---- Data for review

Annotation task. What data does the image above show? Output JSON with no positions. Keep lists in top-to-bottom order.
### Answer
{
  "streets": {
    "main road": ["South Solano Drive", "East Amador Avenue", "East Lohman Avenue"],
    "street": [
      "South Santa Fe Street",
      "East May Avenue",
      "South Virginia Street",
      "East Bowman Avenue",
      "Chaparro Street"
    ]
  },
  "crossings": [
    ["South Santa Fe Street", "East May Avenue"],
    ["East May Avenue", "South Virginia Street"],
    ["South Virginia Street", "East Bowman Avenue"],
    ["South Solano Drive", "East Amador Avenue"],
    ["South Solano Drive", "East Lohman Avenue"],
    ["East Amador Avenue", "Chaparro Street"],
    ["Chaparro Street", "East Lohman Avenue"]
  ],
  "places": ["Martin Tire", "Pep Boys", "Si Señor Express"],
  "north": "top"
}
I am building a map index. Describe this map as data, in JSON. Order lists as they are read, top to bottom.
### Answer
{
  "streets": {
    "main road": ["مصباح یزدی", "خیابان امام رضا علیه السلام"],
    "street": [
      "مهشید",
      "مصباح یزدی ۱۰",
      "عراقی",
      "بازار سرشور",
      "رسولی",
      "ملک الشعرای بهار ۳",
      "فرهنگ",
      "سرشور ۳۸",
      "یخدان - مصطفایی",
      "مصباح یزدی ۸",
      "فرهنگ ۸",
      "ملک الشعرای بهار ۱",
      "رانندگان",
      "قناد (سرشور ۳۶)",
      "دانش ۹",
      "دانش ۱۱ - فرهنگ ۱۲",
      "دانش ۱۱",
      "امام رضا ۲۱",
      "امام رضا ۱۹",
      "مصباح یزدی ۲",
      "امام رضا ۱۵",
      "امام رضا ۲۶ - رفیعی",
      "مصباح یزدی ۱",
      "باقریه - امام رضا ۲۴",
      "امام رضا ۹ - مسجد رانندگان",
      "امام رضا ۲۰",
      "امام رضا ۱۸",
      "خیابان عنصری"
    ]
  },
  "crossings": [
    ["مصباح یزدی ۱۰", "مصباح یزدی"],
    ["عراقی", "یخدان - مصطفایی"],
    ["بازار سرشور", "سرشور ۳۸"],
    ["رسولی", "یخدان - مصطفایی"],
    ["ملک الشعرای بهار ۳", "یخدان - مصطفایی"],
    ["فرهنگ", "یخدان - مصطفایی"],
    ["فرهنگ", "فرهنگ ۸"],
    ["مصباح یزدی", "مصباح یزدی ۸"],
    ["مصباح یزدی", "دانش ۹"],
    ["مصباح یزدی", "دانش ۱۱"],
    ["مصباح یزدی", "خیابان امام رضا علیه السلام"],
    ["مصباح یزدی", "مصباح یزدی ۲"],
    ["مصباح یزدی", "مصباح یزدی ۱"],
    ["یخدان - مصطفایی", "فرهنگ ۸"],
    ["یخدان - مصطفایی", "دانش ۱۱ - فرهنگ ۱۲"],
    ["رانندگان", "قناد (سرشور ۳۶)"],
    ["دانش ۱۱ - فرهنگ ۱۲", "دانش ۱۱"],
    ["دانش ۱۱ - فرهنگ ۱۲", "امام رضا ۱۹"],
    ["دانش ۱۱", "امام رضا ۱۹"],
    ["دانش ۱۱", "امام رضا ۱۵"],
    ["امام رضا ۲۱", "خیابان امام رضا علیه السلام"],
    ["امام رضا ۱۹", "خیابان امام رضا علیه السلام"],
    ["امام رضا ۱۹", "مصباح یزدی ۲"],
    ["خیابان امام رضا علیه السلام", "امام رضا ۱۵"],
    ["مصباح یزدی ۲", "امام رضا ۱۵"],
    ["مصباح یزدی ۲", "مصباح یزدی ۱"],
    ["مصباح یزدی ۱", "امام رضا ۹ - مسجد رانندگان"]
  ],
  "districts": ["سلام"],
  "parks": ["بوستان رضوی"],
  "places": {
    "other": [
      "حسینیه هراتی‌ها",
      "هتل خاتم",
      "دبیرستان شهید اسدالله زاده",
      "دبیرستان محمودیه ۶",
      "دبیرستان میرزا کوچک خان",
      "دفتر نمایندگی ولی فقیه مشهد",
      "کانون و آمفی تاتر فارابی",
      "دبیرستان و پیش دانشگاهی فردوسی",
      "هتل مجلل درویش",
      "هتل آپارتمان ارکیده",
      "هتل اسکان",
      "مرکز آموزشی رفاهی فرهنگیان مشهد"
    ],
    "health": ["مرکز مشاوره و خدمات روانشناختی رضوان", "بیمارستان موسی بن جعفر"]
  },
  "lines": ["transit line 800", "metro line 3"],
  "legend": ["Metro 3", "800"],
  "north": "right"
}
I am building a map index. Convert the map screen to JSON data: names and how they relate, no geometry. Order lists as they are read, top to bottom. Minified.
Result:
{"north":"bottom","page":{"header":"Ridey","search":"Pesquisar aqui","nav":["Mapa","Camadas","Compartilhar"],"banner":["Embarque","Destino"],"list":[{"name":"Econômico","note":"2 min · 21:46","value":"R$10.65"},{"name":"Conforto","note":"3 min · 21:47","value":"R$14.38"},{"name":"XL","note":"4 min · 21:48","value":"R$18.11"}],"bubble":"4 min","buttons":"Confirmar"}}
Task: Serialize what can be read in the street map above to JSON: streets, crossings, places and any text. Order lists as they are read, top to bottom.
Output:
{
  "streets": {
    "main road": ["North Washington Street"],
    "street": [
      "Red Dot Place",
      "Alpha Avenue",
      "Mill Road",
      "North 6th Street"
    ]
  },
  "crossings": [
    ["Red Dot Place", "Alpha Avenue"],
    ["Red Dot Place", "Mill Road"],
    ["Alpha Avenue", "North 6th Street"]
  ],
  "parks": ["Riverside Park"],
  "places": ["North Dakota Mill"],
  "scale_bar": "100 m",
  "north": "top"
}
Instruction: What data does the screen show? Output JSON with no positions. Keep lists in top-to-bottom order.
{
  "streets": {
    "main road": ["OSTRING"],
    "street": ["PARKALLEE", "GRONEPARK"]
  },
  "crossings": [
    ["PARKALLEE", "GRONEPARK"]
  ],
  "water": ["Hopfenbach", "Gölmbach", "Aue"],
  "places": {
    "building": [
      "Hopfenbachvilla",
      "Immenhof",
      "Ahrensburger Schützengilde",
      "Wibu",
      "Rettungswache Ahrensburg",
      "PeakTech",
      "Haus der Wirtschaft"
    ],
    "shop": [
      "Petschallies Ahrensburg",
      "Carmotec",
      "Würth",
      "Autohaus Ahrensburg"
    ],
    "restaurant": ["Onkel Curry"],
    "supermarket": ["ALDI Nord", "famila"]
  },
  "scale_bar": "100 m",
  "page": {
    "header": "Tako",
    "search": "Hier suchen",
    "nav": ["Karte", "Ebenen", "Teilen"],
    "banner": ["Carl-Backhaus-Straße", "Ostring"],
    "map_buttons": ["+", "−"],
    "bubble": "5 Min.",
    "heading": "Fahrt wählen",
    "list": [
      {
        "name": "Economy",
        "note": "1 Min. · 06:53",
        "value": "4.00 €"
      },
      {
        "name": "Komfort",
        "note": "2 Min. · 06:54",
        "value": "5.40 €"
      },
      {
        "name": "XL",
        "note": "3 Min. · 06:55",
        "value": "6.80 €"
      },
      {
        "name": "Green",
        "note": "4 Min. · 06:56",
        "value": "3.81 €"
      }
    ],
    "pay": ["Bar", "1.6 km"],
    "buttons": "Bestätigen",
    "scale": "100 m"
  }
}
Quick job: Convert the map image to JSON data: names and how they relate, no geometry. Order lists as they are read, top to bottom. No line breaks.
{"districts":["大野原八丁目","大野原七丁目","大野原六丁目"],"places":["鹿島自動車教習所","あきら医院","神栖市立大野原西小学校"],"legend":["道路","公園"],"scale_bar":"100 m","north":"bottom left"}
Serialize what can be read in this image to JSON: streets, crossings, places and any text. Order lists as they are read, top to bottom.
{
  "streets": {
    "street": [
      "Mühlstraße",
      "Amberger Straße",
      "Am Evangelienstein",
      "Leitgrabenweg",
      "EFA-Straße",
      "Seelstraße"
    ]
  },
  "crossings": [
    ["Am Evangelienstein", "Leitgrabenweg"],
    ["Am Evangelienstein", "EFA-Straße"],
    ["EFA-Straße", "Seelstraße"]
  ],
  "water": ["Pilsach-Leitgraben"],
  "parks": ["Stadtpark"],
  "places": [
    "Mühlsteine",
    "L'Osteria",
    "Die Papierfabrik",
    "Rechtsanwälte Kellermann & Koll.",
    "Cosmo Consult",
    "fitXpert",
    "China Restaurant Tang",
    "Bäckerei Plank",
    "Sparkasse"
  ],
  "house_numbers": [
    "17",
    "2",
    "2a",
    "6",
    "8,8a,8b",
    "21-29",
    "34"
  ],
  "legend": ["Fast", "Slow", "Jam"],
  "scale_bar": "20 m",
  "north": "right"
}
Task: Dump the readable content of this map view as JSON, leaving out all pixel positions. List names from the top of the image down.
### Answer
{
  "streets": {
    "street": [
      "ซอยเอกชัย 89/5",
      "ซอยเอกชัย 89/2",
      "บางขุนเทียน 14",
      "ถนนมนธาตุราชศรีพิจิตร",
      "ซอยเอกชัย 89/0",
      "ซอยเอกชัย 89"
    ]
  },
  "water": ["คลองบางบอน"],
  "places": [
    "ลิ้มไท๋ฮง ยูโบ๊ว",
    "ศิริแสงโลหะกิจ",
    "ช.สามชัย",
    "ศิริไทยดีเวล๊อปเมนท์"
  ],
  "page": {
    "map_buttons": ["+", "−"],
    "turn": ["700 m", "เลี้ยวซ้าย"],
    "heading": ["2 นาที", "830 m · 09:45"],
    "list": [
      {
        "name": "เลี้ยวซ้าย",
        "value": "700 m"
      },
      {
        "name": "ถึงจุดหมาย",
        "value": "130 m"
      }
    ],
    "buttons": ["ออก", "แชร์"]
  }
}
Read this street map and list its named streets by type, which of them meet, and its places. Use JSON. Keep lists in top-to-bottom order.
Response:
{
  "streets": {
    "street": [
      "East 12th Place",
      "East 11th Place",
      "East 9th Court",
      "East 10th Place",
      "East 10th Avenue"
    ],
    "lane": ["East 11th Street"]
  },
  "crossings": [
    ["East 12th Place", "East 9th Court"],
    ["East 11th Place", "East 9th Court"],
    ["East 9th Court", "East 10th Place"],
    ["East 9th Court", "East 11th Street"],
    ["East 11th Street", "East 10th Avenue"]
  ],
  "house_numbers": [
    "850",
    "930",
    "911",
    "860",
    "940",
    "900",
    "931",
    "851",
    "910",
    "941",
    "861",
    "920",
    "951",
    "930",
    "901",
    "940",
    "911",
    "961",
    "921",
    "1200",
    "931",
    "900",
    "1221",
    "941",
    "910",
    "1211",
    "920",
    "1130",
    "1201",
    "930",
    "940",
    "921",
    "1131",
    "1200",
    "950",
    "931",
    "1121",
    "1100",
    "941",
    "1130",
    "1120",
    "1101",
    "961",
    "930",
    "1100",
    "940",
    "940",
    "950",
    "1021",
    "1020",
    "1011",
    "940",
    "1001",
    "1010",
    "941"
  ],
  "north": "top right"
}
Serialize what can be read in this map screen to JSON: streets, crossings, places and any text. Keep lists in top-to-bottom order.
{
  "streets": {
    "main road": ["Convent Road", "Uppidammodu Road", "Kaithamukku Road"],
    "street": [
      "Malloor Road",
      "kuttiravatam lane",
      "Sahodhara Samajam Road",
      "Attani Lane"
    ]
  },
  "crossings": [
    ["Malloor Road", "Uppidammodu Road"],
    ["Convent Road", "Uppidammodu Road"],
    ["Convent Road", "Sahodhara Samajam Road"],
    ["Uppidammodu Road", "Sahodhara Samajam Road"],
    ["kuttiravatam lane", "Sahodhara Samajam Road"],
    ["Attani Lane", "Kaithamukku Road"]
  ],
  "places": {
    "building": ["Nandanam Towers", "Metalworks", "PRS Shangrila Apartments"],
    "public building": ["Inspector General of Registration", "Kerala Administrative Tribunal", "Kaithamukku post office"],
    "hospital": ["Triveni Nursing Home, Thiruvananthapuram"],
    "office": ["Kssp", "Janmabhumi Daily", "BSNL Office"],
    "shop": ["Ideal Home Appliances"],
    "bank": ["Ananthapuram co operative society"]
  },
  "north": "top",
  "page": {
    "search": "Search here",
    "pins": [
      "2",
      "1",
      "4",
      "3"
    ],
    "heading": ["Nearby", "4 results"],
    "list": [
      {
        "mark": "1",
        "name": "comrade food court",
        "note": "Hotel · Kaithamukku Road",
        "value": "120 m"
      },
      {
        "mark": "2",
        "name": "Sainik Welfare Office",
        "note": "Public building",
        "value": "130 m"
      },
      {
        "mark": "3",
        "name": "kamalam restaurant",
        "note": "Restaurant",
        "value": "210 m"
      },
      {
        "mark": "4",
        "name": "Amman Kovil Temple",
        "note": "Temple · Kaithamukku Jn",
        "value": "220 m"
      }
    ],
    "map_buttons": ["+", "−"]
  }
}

--------

How many lines in the data above hold the word "مرکز"? Answer with the number alone.

Written answer: 2